» **HOW TO COMPLETE THIS TASK**
Please reproduce all of the lines below, word for word and in full.

» **Stored data entries**
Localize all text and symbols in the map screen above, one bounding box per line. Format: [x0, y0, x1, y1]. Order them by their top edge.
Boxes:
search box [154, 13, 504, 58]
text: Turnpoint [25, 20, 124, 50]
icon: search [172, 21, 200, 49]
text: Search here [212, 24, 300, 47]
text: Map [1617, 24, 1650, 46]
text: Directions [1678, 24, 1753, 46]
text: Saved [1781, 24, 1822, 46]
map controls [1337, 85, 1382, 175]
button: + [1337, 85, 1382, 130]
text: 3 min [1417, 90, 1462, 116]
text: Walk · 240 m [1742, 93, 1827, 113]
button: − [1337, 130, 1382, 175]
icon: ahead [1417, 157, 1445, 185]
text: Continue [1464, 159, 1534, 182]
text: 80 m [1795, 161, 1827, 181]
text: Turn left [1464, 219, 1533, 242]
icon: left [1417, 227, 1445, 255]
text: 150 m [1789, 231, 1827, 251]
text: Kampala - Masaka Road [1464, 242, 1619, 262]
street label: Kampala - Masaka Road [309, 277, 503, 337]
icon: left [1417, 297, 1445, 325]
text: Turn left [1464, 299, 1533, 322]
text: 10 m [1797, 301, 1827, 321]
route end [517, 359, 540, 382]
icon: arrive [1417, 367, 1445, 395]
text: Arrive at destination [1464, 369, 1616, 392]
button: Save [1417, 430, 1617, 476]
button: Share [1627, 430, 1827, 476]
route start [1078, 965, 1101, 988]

» **WRITTEN RESPONSE**
Localize all text and symbols in the map screen above, one bounding box per line. Format: [x0, y0, x1, y1]. Order them by their top edge.
Boxes:
search box [154, 13, 504, 58]
text: Turnpoint [25, 20, 124, 50]
icon: search [172, 21, 200, 49]
text: Search here [212, 24, 300, 47]
text: Map [1617, 24, 1650, 46]
text: Directions [1678, 24, 1753, 46]
text: Saved [1781, 24, 1822, 46]
map controls [1337, 85, 1382, 175]
button: + [1337, 85, 1382, 130]
text: 3 min [1417, 90, 1462, 116]
text: Walk · 240 m [1742, 93, 1827, 113]
button: − [1337, 130, 1382, 175]
icon: ahead [1417, 157, 1445, 185]
text: Continue [1464, 159, 1534, 182]
text: 80 m [1795, 161, 1827, 181]
text: Turn left [1464, 219, 1533, 242]
icon: left [1417, 227, 1445, 255]
text: 150 m [1789, 231, 1827, 251]
text: Kampala - Masaka Road [1464, 242, 1619, 262]
street label: Kampala - Masaka Road [309, 277, 503, 337]
icon: left [1417, 297, 1445, 325]
text: Turn left [1464, 299, 1533, 322]
text: 10 m [1797, 301, 1827, 321]
route end [517, 359, 540, 382]
icon: arrive [1417, 367, 1445, 395]
text: Arrive at destination [1464, 369, 1616, 392]
button: Save [1417, 430, 1617, 476]
button: Share [1627, 430, 1827, 476]
route start [1078, 965, 1101, 988]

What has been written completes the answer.